In laws can be good, too interfering, or downright manipulative, just like people all around the globe. In general if we come across people that rub us the wrong way and that we just don't get along with, we try to keep our distance from them as much as possible - and if we have to cope with them because they are our colleagues or seniors at work, we associate with them no more than we have to, and forget all about them when we are back in the comforts of our own home.
But what should we do when the people who annoy, anger or needle us the most, actually live in our homes?
These situations arise in two ways:
- When the son and daughter in law lives with the parents.
- When the in-laws move in with the son and daughter in law.

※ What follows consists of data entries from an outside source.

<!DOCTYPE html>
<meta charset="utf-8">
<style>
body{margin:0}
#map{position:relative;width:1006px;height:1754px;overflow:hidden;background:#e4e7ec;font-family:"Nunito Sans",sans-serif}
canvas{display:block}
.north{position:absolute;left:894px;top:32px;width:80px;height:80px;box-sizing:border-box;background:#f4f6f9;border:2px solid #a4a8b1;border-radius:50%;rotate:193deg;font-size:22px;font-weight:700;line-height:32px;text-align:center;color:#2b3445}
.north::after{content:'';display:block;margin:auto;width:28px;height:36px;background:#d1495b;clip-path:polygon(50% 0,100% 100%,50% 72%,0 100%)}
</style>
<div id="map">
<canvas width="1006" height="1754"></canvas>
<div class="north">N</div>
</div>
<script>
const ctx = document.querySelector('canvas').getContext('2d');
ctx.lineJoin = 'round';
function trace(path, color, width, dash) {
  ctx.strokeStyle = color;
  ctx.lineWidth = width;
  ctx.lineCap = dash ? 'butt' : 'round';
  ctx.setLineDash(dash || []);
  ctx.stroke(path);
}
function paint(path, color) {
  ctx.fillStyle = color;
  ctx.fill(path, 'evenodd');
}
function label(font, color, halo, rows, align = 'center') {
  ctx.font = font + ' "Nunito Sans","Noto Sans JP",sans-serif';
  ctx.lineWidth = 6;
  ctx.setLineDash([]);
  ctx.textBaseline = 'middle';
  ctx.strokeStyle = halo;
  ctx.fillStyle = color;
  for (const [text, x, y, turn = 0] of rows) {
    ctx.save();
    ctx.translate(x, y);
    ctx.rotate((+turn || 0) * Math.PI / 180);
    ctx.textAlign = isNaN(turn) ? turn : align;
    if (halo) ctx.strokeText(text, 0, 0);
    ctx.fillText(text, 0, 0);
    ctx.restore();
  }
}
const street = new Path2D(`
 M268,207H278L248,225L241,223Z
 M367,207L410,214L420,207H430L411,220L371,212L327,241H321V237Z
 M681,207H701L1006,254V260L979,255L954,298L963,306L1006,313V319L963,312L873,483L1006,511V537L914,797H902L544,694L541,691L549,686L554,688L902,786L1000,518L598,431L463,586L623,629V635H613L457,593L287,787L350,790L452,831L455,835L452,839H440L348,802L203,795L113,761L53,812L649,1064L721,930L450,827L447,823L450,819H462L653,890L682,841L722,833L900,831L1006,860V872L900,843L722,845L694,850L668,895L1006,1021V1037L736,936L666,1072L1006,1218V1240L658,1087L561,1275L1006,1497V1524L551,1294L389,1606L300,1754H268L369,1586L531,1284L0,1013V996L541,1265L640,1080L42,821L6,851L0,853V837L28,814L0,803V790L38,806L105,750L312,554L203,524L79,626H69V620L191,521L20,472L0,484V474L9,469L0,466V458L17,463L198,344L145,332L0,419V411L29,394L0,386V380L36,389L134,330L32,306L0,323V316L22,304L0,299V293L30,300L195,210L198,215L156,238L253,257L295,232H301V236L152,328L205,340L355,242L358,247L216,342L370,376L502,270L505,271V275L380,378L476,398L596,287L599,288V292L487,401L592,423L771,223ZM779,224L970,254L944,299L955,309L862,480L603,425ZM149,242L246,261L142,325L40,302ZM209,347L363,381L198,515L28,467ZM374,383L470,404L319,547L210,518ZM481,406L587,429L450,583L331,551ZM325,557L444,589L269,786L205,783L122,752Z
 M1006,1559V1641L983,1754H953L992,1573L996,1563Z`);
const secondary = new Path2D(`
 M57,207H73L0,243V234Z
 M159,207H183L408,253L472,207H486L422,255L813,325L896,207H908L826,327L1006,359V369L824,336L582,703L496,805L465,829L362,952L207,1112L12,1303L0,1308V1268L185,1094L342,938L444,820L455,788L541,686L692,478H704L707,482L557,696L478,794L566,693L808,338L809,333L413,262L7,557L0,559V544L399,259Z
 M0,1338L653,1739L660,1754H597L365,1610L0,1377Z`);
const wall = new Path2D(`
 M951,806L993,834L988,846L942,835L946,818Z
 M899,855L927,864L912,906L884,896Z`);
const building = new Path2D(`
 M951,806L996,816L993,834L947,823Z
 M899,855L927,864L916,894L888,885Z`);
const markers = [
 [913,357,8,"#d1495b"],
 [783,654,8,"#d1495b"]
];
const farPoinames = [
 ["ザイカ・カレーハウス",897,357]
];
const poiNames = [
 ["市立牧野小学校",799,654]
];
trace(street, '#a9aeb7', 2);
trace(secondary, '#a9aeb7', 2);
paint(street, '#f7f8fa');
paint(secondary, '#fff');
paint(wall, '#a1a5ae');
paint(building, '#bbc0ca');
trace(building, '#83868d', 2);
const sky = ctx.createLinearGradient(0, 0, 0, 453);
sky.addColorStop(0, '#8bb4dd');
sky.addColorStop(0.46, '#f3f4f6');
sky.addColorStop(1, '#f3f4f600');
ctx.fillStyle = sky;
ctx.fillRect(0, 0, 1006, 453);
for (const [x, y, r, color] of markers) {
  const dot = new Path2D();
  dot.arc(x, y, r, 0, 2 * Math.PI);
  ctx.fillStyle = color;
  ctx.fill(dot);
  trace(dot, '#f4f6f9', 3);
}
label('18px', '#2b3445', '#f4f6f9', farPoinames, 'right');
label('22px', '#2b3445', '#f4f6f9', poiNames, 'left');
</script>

In this article we will focus on the first group:
SON LIVING WITH PARENTS
In India you often find sons living in their parent's houses even after their marriage. If the daughter-in-law is living in the house of her in-laws, she ideally needs to adjust according to what is generally considered acceptable in that house, but she cannot be treated like a slave.
Although the daughter in law may have done things differently in her own home, she needs to display some flexibility now. If everyone in her new house wakes up at 7, she too needs to do the same. But if they all wake up at 10, then she alone cannot be expected to wake up earlier than everyone else! She needs to adjust just enough to do as much as the others do, and no more.
A mother-in-law cannot expect to hand over all duties to the 'bahu' unless she is unwell. If the mother in law is not feeling well, the daughter in law along with other sisters in law, if any, should all help out at home. If the daughter in law has a full time job, then she needs to be given less responsibility at home. The members of the family who do not have a job should help out more at home.
If a very traditional mother-in-law wants her daughter in law to wear saris at a family event, the daughter in law should respect her wishes. If she and her husband are going out separately with their friends, the mother in law should not tell her daughter in law what to wear.
The mother in law cannot assert her rights over her grandchildren, and cannot dictate how they should be raised under any circumstances.
If a bahu doesn't like the way things are in her in-laws household, she and her husband should make the decision to live separately. It would be selfish for the husband to insist they all live together just because he wants to be with his parents, unless there are severe financial constraints.